*WHAT IS EXPECTED*: Produce a verbatim transcription of the entries, with all pictures omitted.

*DATA SHOWN*:
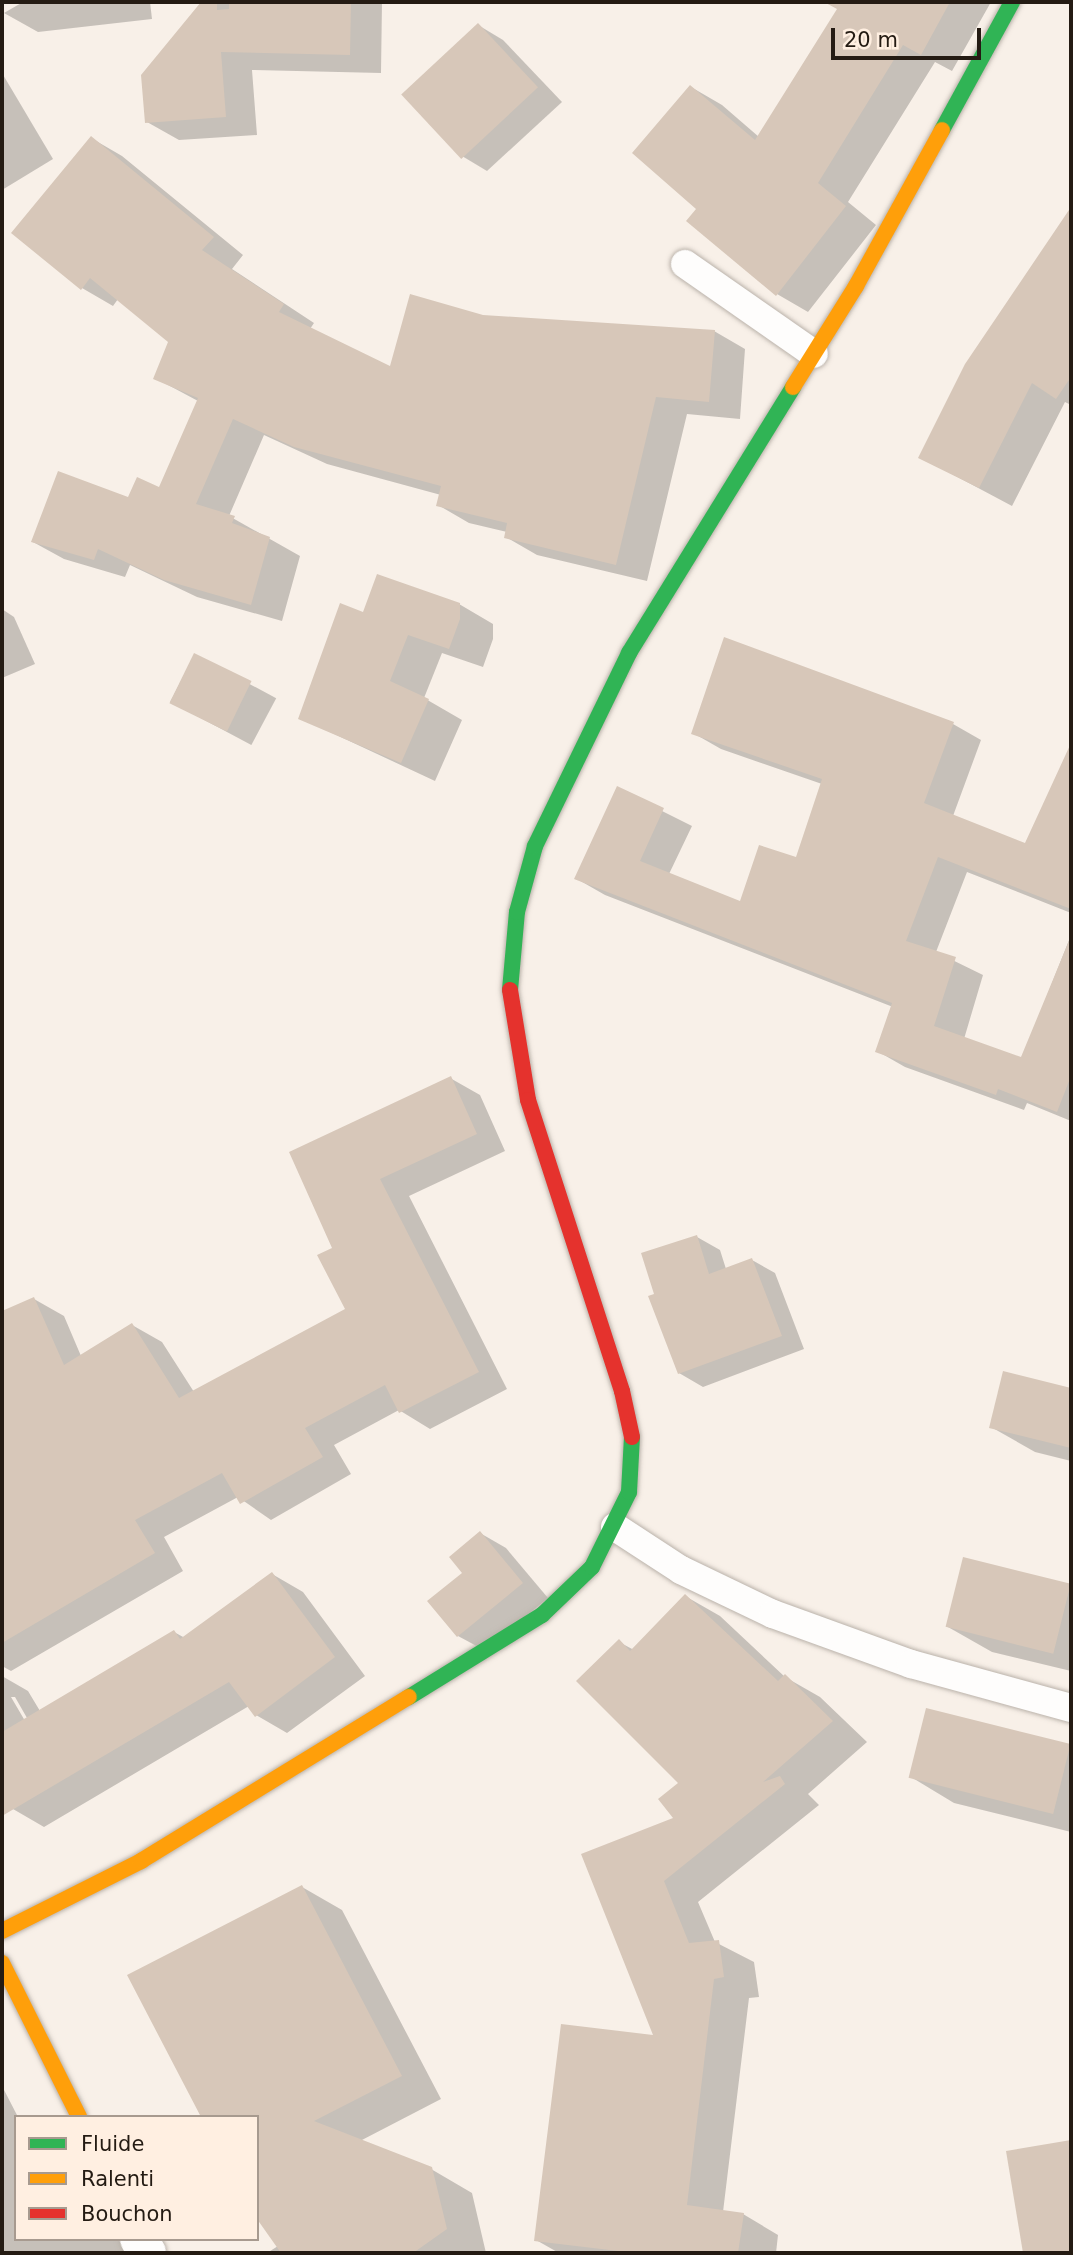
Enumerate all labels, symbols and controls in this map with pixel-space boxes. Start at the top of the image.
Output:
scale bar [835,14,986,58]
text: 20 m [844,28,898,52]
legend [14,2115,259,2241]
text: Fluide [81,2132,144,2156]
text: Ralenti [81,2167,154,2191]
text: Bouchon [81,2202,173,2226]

*YOUR SOLUTION*:
Enumerate all labels, symbols and controls in this map with pixel-space boxes. Start at the top of the image.
Output:
scale bar [835,14,986,58]
text: 20 m [844,28,898,52]
legend [14,2115,259,2241]
text: Fluide [81,2132,144,2156]
text: Ralenti [81,2167,154,2191]
text: Bouchon [81,2202,173,2226]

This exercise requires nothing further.